Review of Durationskonzeptes

For the assessment of the interest rate sensitivity of a bond, it is not sufficient to consider only the total running time: For example, a zero-coupon bond with a single payment at maturity a far greater sensitivity to interest rates up as a "normal" bond with the same maturity, are made at the annual coupon payments.

In addition to the maturity of a bond is thus the temporal seizures of payments is important. The duration linked these two components relevant to multiplicative way, so weights the respective payment date with the relative contribution to the present value. A higher duration indicates a tendency High Interest Rate Sensitivity and shows how long the capital is tied up in the middle.

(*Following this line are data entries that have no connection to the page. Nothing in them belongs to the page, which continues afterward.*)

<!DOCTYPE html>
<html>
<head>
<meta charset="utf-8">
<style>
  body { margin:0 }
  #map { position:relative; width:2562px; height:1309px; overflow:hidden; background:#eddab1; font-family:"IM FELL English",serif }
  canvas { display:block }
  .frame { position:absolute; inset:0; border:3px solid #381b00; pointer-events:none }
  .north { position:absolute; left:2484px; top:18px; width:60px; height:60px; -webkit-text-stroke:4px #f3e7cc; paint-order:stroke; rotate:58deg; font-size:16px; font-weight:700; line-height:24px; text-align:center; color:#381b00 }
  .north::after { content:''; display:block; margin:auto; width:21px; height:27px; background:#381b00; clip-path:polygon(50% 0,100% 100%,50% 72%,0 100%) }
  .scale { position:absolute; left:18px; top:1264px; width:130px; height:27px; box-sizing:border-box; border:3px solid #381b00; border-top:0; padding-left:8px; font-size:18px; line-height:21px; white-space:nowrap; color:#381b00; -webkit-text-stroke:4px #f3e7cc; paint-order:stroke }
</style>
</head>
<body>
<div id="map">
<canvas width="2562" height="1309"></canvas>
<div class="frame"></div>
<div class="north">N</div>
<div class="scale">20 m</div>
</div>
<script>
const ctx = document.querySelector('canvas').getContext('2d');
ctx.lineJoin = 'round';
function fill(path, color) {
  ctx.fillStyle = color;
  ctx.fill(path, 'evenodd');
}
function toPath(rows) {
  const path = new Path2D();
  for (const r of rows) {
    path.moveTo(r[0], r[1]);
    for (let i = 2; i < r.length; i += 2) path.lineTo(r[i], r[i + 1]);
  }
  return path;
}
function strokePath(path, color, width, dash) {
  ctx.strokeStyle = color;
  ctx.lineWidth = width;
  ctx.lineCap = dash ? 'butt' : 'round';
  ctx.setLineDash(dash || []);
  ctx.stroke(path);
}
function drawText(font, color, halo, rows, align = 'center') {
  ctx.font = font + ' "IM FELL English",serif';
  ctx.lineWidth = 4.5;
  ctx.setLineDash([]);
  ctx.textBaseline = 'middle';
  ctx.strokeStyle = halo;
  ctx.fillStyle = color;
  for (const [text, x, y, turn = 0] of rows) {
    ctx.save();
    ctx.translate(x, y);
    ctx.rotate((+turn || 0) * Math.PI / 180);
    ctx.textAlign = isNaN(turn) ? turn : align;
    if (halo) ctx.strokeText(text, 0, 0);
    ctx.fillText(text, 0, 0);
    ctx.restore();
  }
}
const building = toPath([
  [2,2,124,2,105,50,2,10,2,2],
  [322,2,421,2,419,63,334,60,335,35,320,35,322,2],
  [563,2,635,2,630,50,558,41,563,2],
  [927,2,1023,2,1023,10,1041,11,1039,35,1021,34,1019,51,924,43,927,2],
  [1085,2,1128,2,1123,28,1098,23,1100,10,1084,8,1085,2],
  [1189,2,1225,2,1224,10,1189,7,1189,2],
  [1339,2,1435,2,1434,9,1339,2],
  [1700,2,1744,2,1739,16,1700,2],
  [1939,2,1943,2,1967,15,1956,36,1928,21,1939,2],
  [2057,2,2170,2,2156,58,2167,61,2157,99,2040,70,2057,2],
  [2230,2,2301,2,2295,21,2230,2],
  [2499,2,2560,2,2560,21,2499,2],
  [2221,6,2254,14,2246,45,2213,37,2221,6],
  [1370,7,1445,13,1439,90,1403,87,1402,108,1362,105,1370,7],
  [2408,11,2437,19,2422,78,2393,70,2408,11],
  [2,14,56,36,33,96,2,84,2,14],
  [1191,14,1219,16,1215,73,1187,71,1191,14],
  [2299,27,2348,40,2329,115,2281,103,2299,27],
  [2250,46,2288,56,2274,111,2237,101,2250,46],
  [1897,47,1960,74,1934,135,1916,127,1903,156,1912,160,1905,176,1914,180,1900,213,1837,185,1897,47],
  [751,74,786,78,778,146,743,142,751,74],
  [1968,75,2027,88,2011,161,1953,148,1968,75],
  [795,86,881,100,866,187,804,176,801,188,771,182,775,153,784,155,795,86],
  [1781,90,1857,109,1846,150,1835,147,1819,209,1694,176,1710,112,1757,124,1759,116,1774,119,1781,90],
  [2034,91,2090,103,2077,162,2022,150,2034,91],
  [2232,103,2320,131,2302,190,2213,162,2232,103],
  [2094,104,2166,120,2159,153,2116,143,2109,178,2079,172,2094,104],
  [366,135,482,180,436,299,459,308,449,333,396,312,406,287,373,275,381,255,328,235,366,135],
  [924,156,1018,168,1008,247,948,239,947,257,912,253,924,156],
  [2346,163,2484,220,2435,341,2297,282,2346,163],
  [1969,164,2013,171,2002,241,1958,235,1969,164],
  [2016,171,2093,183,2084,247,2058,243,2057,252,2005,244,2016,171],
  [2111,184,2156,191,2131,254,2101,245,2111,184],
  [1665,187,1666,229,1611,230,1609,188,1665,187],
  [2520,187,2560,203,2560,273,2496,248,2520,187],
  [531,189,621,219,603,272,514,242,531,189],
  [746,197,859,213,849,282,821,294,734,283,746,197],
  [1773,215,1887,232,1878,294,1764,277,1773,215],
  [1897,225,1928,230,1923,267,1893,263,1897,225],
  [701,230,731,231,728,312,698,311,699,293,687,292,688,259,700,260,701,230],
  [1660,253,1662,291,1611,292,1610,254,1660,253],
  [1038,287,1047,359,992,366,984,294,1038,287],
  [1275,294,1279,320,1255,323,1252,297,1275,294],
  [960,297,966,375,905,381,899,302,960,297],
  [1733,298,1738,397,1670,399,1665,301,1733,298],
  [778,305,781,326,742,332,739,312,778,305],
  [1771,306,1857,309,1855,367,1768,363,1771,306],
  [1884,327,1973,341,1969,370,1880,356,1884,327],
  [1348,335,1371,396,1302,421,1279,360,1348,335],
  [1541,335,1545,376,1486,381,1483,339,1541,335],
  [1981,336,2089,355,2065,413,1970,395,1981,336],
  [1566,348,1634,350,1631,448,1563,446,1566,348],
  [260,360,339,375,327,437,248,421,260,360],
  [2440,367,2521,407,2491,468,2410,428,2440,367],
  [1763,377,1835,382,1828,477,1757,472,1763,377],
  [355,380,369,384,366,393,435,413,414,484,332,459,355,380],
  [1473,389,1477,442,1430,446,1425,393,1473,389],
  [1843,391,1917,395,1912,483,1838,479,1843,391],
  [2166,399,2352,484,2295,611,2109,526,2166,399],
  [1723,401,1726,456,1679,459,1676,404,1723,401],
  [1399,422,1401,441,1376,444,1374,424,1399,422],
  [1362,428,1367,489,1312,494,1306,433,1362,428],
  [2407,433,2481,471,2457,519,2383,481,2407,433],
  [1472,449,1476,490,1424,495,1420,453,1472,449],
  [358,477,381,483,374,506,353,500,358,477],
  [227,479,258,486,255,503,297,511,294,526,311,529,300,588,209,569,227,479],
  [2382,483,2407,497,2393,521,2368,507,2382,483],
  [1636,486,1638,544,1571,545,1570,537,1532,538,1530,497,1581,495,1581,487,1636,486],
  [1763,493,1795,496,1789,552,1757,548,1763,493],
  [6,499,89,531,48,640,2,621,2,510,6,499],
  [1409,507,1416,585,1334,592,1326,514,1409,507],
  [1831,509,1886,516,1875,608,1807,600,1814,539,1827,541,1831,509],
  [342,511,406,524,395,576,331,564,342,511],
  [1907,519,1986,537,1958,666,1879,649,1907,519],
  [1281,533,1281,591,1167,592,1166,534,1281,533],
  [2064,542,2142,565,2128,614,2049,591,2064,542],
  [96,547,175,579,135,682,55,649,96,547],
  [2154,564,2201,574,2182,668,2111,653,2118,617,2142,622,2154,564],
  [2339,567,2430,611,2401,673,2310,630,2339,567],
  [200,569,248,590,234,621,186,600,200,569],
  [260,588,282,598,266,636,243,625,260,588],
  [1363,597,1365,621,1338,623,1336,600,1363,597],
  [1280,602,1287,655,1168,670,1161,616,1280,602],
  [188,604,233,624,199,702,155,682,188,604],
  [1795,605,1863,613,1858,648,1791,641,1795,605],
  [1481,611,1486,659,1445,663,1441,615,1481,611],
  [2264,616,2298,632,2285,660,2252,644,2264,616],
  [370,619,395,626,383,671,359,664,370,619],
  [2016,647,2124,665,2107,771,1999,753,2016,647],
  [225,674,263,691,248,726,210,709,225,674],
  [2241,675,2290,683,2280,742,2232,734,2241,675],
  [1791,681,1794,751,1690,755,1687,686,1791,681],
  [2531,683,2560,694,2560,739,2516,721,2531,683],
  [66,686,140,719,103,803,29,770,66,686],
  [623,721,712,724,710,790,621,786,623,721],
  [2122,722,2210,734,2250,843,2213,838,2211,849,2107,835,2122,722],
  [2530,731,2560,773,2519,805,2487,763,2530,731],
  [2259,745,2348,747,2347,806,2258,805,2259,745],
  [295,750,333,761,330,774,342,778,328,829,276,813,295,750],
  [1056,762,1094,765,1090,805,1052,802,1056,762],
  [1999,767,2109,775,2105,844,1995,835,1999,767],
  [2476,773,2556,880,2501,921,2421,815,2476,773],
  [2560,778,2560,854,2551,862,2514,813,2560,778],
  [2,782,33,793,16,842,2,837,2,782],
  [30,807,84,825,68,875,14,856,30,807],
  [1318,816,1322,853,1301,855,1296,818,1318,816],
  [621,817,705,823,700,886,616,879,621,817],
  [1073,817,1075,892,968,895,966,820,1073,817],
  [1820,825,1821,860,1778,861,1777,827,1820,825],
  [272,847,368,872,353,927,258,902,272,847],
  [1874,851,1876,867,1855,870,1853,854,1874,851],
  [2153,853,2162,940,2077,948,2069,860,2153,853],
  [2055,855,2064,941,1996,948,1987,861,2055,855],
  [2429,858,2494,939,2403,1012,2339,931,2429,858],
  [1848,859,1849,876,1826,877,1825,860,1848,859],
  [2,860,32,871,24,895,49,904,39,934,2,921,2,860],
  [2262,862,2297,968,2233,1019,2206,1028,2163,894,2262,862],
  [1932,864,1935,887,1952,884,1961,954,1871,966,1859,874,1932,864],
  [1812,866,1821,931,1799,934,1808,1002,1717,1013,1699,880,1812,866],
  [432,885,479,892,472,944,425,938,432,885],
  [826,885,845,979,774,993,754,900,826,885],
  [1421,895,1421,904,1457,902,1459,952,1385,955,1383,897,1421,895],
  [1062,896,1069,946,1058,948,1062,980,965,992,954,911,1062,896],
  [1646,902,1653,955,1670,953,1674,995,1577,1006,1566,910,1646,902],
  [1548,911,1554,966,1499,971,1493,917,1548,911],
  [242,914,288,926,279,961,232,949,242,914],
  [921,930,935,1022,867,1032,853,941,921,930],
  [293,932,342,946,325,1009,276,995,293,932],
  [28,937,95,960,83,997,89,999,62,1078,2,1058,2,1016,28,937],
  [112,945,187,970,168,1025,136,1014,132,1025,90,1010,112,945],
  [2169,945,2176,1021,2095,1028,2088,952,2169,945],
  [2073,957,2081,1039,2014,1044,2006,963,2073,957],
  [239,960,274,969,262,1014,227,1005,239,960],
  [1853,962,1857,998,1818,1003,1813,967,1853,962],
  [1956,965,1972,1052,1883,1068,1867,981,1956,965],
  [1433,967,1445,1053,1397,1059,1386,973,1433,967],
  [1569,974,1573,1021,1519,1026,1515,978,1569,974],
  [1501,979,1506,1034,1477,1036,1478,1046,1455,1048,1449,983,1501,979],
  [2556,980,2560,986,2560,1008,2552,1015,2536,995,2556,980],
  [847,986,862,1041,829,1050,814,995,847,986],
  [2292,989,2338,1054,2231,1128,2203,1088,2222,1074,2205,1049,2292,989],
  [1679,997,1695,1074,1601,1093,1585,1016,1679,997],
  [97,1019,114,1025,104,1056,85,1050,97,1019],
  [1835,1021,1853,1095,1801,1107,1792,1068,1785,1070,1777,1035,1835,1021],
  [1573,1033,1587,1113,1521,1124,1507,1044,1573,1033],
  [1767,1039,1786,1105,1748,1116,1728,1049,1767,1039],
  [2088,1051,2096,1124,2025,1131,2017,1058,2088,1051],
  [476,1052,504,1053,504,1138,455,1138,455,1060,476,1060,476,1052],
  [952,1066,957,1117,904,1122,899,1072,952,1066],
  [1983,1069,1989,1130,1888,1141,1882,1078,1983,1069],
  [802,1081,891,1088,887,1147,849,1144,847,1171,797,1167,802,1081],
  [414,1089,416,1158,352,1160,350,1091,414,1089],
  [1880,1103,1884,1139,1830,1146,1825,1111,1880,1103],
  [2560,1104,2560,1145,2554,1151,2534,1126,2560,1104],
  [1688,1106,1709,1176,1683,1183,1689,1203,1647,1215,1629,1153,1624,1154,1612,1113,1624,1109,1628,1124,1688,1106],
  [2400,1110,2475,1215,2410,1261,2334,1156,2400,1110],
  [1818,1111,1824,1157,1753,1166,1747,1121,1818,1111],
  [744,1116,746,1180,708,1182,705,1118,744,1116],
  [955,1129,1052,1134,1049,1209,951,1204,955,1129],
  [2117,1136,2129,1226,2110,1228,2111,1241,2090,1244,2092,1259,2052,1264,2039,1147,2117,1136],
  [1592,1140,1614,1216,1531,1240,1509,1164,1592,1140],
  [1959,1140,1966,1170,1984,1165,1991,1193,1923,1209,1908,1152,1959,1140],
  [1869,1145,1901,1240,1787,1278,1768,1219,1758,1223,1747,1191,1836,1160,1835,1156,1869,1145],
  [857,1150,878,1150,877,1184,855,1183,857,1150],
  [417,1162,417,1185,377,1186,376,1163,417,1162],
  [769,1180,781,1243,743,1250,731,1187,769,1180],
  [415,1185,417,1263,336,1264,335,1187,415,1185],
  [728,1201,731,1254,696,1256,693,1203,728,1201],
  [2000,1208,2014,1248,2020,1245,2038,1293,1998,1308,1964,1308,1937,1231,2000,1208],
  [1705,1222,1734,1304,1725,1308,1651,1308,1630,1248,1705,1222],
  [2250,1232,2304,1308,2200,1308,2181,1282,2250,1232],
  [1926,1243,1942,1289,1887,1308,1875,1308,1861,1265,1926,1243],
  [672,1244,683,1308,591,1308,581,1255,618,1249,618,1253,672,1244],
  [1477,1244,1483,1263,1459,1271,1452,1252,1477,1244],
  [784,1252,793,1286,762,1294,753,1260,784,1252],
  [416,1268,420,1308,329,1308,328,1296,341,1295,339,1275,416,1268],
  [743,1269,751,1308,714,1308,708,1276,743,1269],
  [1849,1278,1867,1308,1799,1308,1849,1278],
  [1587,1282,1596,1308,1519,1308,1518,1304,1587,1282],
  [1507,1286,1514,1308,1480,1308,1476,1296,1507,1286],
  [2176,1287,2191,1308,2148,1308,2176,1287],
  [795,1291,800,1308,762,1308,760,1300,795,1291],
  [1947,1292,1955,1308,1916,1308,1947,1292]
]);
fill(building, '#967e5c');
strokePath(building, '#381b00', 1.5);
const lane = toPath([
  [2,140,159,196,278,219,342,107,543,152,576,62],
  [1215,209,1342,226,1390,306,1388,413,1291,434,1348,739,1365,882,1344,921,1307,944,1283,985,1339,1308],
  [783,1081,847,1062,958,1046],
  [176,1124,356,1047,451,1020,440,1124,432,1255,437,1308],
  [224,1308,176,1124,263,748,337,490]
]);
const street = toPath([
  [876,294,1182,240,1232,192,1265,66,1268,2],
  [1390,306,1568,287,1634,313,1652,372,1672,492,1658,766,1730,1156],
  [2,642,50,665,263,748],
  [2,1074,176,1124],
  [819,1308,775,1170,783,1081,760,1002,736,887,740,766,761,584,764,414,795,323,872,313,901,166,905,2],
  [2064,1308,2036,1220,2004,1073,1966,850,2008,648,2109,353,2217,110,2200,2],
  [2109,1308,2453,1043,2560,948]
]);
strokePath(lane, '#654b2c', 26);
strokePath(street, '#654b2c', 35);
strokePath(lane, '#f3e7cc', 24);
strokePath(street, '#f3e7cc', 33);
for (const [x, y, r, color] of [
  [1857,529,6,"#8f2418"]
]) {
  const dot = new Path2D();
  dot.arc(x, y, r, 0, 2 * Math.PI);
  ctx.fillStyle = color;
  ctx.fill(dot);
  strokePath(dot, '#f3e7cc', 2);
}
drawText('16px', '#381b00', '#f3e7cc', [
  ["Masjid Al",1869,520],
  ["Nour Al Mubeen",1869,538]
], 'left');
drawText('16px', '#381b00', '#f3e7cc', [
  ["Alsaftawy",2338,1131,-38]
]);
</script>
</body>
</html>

Duration is higher, the lower the coupon. For the extreme case of zero coupon bond, the duration coincides with the remaining term of the bond.

Since the interest is usually not steady, but gradual ( discrete) change, and the dependence of the bond rate on the interest rate is not a linear relationship, are the changes that calculates the duration, not quite exact. The decline is overestimated if the interest rises, and the price increase is underestimated when the interest rate falls. This error caused by the approximation of a non-linear relationship by a linear, falls with only minor changes in interest rates negligible. For larger changes in interest rates, however, this Konvexitätsfehler increases greatly alleviating this error provides the inclusion of convexity in the price estimate.

The existence of contributions condition is the existence of market imperfections.

Article

Buhler, Alfred / Hies, Michael: Key Rate Duration: A new instrument for the measurement of interest rate risk, in: The bank, Issue 2, 1995, pp. 112-118.